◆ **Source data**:
□ □ □ □ □

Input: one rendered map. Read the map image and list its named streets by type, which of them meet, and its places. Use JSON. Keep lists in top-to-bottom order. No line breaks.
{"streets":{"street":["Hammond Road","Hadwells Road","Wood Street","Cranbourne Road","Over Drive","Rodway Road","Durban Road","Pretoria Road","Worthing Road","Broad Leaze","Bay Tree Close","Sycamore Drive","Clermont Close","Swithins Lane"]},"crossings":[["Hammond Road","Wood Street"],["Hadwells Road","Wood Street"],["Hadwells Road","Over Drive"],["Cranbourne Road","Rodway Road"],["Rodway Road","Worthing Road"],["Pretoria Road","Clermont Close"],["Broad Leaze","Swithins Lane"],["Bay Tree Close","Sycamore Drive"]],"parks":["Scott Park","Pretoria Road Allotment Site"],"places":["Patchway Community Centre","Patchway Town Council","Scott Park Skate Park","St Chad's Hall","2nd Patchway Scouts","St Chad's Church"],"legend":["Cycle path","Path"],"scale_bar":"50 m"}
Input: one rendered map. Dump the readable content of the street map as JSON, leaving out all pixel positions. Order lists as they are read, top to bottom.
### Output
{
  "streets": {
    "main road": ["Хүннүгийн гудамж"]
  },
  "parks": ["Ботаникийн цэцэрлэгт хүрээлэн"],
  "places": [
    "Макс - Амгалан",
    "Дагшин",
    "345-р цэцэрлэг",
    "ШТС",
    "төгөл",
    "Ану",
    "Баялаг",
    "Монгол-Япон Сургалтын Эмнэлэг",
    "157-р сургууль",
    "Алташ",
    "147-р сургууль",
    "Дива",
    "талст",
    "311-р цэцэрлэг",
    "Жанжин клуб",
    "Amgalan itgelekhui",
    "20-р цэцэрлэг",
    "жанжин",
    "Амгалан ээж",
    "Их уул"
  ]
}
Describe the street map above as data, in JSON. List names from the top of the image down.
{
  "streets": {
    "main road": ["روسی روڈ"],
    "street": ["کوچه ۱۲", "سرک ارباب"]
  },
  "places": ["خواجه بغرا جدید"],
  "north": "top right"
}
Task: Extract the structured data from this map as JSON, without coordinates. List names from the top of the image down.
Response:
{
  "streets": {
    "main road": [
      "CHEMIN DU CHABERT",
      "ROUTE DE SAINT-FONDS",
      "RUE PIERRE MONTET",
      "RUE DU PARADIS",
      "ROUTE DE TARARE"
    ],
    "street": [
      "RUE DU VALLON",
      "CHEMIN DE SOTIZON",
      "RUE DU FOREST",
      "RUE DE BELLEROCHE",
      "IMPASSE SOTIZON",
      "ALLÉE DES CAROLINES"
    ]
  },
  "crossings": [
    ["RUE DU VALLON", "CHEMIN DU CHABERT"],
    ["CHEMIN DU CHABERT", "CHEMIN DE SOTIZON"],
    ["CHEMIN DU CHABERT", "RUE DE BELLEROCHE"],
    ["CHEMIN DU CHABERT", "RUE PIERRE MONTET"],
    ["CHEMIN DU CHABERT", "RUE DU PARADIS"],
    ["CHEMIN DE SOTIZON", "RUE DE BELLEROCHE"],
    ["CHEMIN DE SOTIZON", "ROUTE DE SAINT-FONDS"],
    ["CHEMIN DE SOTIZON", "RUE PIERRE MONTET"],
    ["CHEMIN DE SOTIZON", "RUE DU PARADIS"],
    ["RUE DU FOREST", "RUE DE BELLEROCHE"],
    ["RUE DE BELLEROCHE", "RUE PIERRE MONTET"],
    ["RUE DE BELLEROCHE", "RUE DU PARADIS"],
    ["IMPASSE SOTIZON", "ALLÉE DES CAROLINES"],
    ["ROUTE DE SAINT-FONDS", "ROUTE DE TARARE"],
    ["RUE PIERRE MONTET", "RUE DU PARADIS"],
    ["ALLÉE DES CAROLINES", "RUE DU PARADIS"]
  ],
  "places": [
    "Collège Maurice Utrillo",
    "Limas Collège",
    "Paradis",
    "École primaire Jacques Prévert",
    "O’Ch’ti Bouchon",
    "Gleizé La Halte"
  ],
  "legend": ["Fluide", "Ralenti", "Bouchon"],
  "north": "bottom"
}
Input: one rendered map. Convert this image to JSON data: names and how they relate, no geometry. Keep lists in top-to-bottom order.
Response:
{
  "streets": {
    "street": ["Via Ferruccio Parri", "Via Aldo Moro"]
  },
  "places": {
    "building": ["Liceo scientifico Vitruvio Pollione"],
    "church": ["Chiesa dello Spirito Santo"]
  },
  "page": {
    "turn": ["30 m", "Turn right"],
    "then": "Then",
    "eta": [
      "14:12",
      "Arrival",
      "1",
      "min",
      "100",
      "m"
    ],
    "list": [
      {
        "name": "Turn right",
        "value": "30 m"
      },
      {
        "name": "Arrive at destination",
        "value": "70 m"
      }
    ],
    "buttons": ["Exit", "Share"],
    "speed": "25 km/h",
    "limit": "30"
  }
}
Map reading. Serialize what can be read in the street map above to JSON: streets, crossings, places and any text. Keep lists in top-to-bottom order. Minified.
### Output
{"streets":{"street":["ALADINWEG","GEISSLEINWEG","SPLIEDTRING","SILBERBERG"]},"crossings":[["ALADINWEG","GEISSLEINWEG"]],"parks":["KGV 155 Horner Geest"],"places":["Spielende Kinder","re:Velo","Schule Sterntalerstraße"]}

□ □ □ □ □

◆ **Assignment**: Output the records in full, keeping them exactly as they are.

◆ **Exercise solution**:
Input: one rendered map. Read the map image and list its named streets by type, which of them meet, and its places. Use JSON. Keep lists in top-to-bottom order. No line breaks.
{"streets":{"street":["Hammond Road","Hadwells Road","Wood Street","Cranbourne Road","Over Drive","Rodway Road","Durban Road","Pretoria Road","Worthing Road","Broad Leaze","Bay Tree Close","Sycamore Drive","Clermont Close","Swithins Lane"]},"crossings":[["Hammond Road","Wood Street"],["Hadwells Road","Wood Street"],["Hadwells Road","Over Drive"],["Cranbourne Road","Rodway Road"],["Rodway Road","Worthing Road"],["Pretoria Road","Clermont Close"],["Broad Leaze","Swithins Lane"],["Bay Tree Close","Sycamore Drive"]],"parks":["Scott Park","Pretoria Road Allotment Site"],"places":["Patchway Community Centre","Patchway Town Council","Scott Park Skate Park","St Chad's Hall","2nd Patchway Scouts","St Chad's Church"],"legend":["Cycle path","Path"],"scale_bar":"50 m"}
Input: one rendered map. Dump the readable content of the street map as JSON, leaving out all pixel positions. Order lists as they are read, top to bottom.
### Output
{
  "streets": {
    "main road": ["Хүннүгийн гудамж"]
  },
  "parks": ["Ботаникийн цэцэрлэгт хүрээлэн"],
  "places": [
    "Макс - Амгалан",
    "Дагшин",
    "345-р цэцэрлэг",
    "ШТС",
    "төгөл",
    "Ану",
    "Баялаг",
    "Монгол-Япон Сургалтын Эмнэлэг",
    "157-р сургууль",
    "Алташ",
    "147-р сургууль",
    "Дива",
    "талст",
    "311-р цэцэрлэг",
    "Жанжин клуб",
    "Amgalan itgelekhui",
    "20-р цэцэрлэг",
    "жанжин",
    "Амгалан ээж",
    "Их уул"
  ]
}
Describe the street map above as data, in JSON. List names from the top of the image down.
{
  "streets": {
    "main road": ["روسی روڈ"],
    "street": ["کوچه ۱۲", "سرک ارباب"]
  },
  "places": ["خواجه بغرا جدید"],
  "north": "top right"
}
Task: Extract the structured data from this map as JSON, without coordinates. List names from the top of the image down.
Response:
{
  "streets": {
    "main road": [
      "CHEMIN DU CHABERT",
      "ROUTE DE SAINT-FONDS",
      "RUE PIERRE MONTET",
      "RUE DU PARADIS",
      "ROUTE DE TARARE"
    ],
    "street": [
      "RUE DU VALLON",
      "CHEMIN DE SOTIZON",
      "RUE DU FOREST",
      "RUE DE BELLEROCHE",
      "IMPASSE SOTIZON",
      "ALLÉE DES CAROLINES"
    ]
  },
  "crossings": [
    ["RUE DU VALLON", "CHEMIN DU CHABERT"],
    ["CHEMIN DU CHABERT", "CHEMIN DE SOTIZON"],
    ["CHEMIN DU CHABERT", "RUE DE BELLEROCHE"],
    ["CHEMIN DU CHABERT", "RUE PIERRE MONTET"],
    ["CHEMIN DU CHABERT", "RUE DU PARADIS"],
    ["CHEMIN DE SOTIZON", "RUE DE BELLEROCHE"],
    ["CHEMIN DE SOTIZON", "ROUTE DE SAINT-FONDS"],
    ["CHEMIN DE SOTIZON", "RUE PIERRE MONTET"],
    ["CHEMIN DE SOTIZON", "RUE DU PARADIS"],
    ["RUE DU FOREST", "RUE DE BELLEROCHE"],
    ["RUE DE BELLEROCHE", "RUE PIERRE MONTET"],
    ["RUE DE BELLEROCHE", "RUE DU PARADIS"],
    ["IMPASSE SOTIZON", "ALLÉE DES CAROLINES"],
    ["ROUTE DE SAINT-FONDS", "ROUTE DE TARARE"],
    ["RUE PIERRE MONTET", "RUE DU PARADIS"],
    ["ALLÉE DES CAROLINES", "RUE DU PARADIS"]
  ],
  "places": [
    "Collège Maurice Utrillo",
    "Limas Collège",
    "Paradis",
    "École primaire Jacques Prévert",
    "O’Ch’ti Bouchon",
    "Gleizé La Halte"
  ],
  "legend": ["Fluide", "Ralenti", "Bouchon"],
  "north": "bottom"
}
Input: one rendered map. Convert this image to JSON data: names and how they relate, no geometry. Keep lists in top-to-bottom order.
Response:
{
  "streets": {
    "street": ["Via Ferruccio Parri", "Via Aldo Moro"]
  },
  "places": {
    "building": ["Liceo scientifico Vitruvio Pollione"],
    "church": ["Chiesa dello Spirito Santo"]
  },
  "page": {
    "turn": ["30 m", "Turn right"],
    "then": "Then",
    "eta": [
      "14:12",
      "Arrival",
      "1",
      "min",
      "100",
      "m"
    ],
    "list": [
      {
        "name": "Turn right",
        "value": "30 m"
      },
      {
        "name": "Arrive at destination",
        "value": "70 m"
      }
    ],
    "buttons": ["Exit", "Share"],
    "speed": "25 km/h",
    "limit": "30"
  }
}
Map reading. Serialize what can be read in the street map above to JSON: streets, crossings, places and any text. Keep lists in top-to-bottom order. Minified.
### Output
{"streets":{"street":["ALADINWEG","GEISSLEINWEG","SPLIEDTRING","SILBERBERG"]},"crossings":[["ALADINWEG","GEISSLEINWEG"]],"parks":["KGV 155 Horner Geest"],"places":["Spielende Kinder","re:Velo","Schule Sterntalerstraße"]}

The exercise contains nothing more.